Anak Baru
Halo.
It’s been a while. Sejujurnya nggak
pengin nulis begini di awal blog karena
kalau diteruskan selalu akan sama: saya yang nggak pernah lagi update dan malah berusaha menyibukkan
diri. Satu sisi saya mengatakan “syukurlah, kamu bisa lebih sibuk dari sekadar
nulis tanpa tujuan”, sementara diri saya yang lain tersedak setiap kali saya
merasa bahwa saya terlalu jauh melangkah tanpa bisa duduk dan mengamati;
seperti yang saya lakukan setiap kali saya di sini. Menulis begini.
Bisa
dikatakan ini hanyalah keegoisan saya semata.

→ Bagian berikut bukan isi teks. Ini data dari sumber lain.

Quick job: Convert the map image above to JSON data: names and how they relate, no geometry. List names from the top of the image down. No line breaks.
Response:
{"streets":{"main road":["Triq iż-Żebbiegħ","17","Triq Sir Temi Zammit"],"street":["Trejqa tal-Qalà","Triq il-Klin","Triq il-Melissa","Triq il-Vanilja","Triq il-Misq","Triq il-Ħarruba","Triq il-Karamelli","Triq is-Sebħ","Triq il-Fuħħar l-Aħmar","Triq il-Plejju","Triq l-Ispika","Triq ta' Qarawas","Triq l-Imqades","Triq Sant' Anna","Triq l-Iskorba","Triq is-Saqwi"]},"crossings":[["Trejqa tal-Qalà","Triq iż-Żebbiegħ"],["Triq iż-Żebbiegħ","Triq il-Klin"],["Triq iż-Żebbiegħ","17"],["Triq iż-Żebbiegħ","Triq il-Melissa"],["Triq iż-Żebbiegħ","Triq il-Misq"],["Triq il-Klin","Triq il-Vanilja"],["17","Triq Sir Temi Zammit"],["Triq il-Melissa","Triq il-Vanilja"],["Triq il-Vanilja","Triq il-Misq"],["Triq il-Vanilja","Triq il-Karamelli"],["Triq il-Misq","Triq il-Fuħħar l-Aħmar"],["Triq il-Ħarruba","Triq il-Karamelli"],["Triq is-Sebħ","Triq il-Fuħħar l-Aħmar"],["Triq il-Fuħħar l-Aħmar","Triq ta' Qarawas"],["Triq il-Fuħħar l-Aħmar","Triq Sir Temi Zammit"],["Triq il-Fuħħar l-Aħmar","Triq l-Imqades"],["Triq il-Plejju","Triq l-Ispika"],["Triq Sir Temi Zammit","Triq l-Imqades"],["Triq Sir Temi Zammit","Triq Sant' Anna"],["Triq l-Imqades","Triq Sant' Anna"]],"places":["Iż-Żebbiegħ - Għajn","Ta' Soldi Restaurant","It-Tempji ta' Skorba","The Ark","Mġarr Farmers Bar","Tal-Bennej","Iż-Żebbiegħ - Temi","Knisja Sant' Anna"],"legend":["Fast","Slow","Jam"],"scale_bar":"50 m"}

Saya
terkadang nggak pengin membebani pikiran saya dengan hal yang tidak penting (but here we are), apalagi sampai membuat
orang lain membaca tulisan saya. Ugh,
lets just pretend that I’m talking to you since we don’t have any specific
agenda here.
Tahun
kemarin saya praktis nggak melakukan apa-apa (jika kalian lihat dari blog ini).

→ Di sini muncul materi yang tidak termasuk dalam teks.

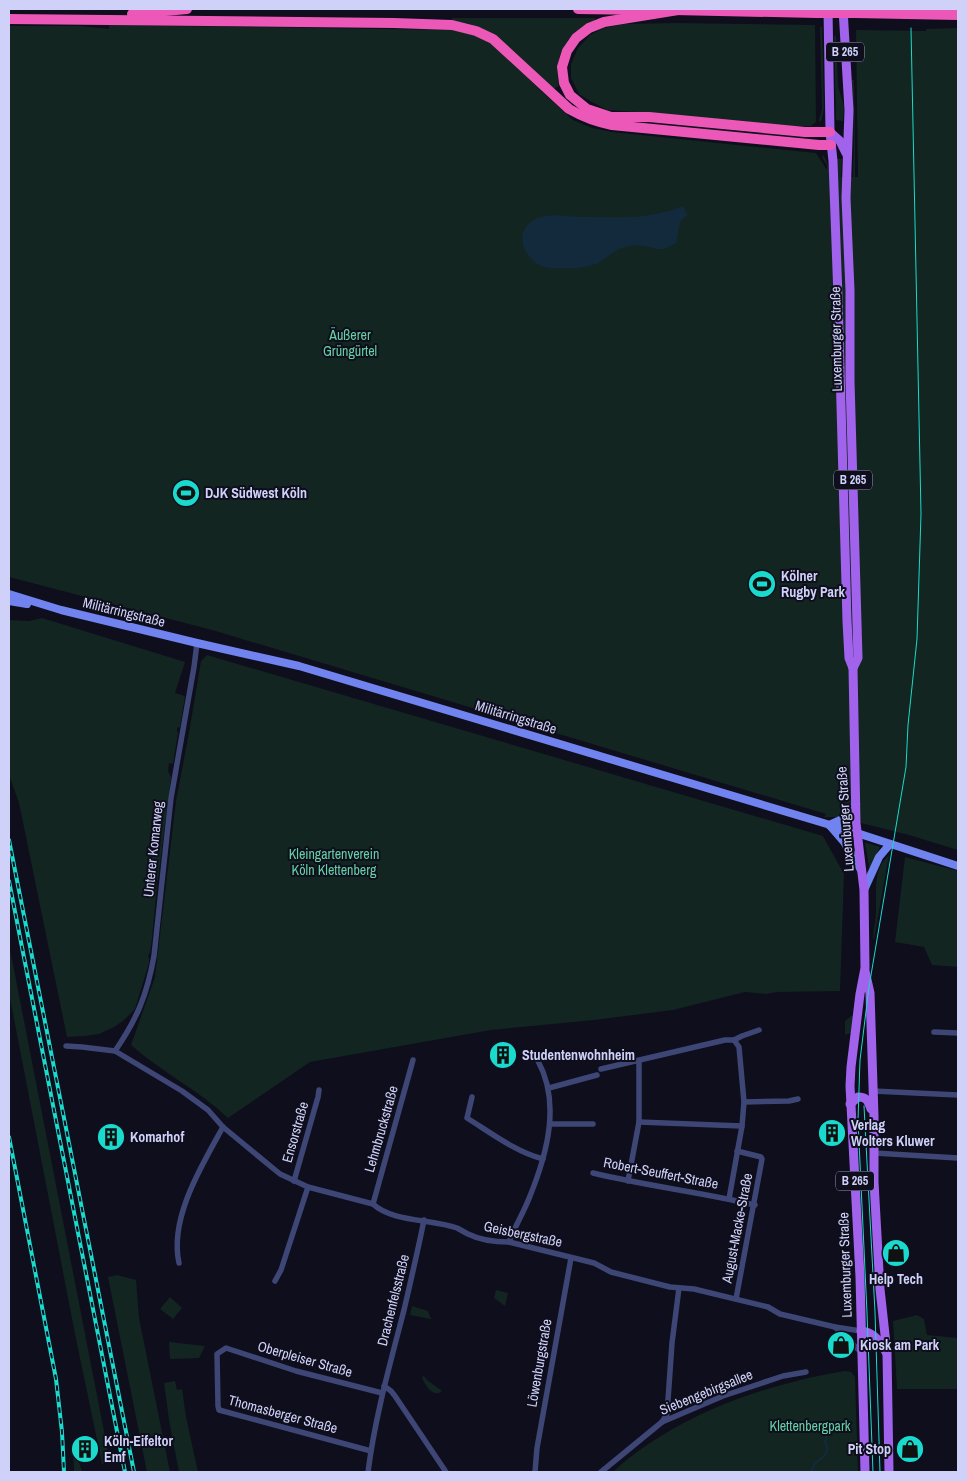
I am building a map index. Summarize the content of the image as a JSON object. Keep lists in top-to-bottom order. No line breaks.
{"streets":{"main road":["B 265","Luxemburger Straße","Militärringstraße"],"street":["Unterer Komarweg","Lehmbruckstraße","Ensorstraße","Robert-Seuffert-Straße","August-Macke-Straße","Geisbergstraße","Drachenfelsstraße","Oberpleiser Straße","Löwenburgstraße","Siebengebirgsallee","Thomasberger Straße"]},"crossings":[["Luxemburger Straße","Militärringstraße"],["Luxemburger Straße","Geisbergstraße"],["Militärringstraße","Unterer Komarweg"],["Unterer Komarweg","Geisbergstraße"],["Lehmbruckstraße","Geisbergstraße"],["Ensorstraße","Geisbergstraße"],["Robert-Seuffert-Straße","August-Macke-Straße"],["August-Macke-Straße","Geisbergstraße"],["Geisbergstraße","Drachenfelsstraße"],["Geisbergstraße","Löwenburgstraße"],["Drachenfelsstraße","Oberpleiser Straße"],["Drachenfelsstraße","Thomasberger Straße"],["Oberpleiser Straße","Thomasberger Straße"]],"parks":["Äußerer Grüngürtel","Kleingartenverein Köln Klettenberg","Klettenbergpark"],"places":{"sports":["DJK Südwest Köln","Kölner Rugby Park"],"building":["Studentenwohnheim","Verlag Wolters Kluwer","Komarhof","Köln-Eifeltor Emf"],"shop":["Help Tech","Kiosk am Park","Pit Stop"]}}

Meski sejujurnya saya masih merasa gamang dengan bagaimana saya akhirnya
menjalani tahun itu dengan *cough*
baik-baik saja. Tiba-tiba sudah 2019 dan saya masih baik-baik saja. Masih
dengan saya yang berusaha membaca lebih dari biasa (tolong, dong, jangan
mengabaikan kata ‘berusaha’), menulis seperti biasa, dan mungkin sedikit
berpetualang. Ketahuilah, hal terbesar yang menahan saya nulis diari di sini
adalah karena saya nggak pengin menjustifikasi pandangan saya sendiri. Seperti
yang saya dapati pada tulisan-tulisan saya yang lalu. Saya bukan orang yang
pintar dan sempurna. Pandangan-pandangan saya masih merupakan turunan dari orang
lain yang karyanya saya baca atau orangnya saya temui, dan terkadang saya
merasa memutuskan ikatan dengannya setiap kali saya selesai menulis. Saya
merasa saya nggak pengin menyimpan terlalu banyak padahal usia saya masih
segini.
Setiap
kali saya kepengin berkata kasar atau kesal dengan perilaku atau sikap orang
lain, saya selalu berusaha menempatkan diri saya dalam posisi mereka dan
tiba-tiba kemarahan saya menguap entah kemana. Mungkin hal ini juga ditambah
pembacaan tergesa saya atas Filosofi
Teras-nya Henry Manampiring sehingga saya semakin lama semakin nggak pengin
berkecimpung dengan kekacauan orang lain. Hal ini membuat saya semakin nggak
pengin mengeluh. Di Twitter, saya Cuma retweet
lelucon witty. Di Instagram saya
semakin nggak menemukan caption untuk
foto apalagi instastory. Di Facebook
saya menghapus amalan-amalan buruk seperti status atau foto alay. Saya
membatasi pertemanan saya di media komunikasi privat seperti Line dan Whatsapp juga karena saya merasa nggak ada yang
dibutuhkan orang lain dari saya. Setiap kali menemukan kehebohan, kejahatan,
atau kebodohan orang lain, saya biasanya geleng-geleng kepala, menghela napas,
lalu tekan report. I never blocked anybody karena saya
nggak pengin ‘tidak selesai’ dengan diri saya sendiri (pengecualian untuk
grup-grup cranky di Line ataupun
akun-akun usang orang lain yang entah pemiliknya ke mana). Mungkin saya
terinspirasi tokoh-tokoh dalam Haruki Murakami yang living a pretty secluded live atau beberapa pembunuh dari film-film
physchological thriller.
Saya
bukannya pengin menjadi transparan. Sebab orang-orang yang berteman dengan saya
pun boleh tahu kabar saya dari komunikasi kami yang bisa saja berlangsung
sehari-hari. Saya nggak membatasi pertemuan dan dengan senang hati nongkrong di
mana saja. Hanya saja sebagai orang yang kebanyakan berdiam diri, saya lebih
banyak melewati waktu dengan pekerjaan yang bisa dibilang membosankan sehingga
sesering apapun saya pergi, saya akan kembali ke ruangan saya sendiri dan
membereskan apa yang sudah saya sanggupi.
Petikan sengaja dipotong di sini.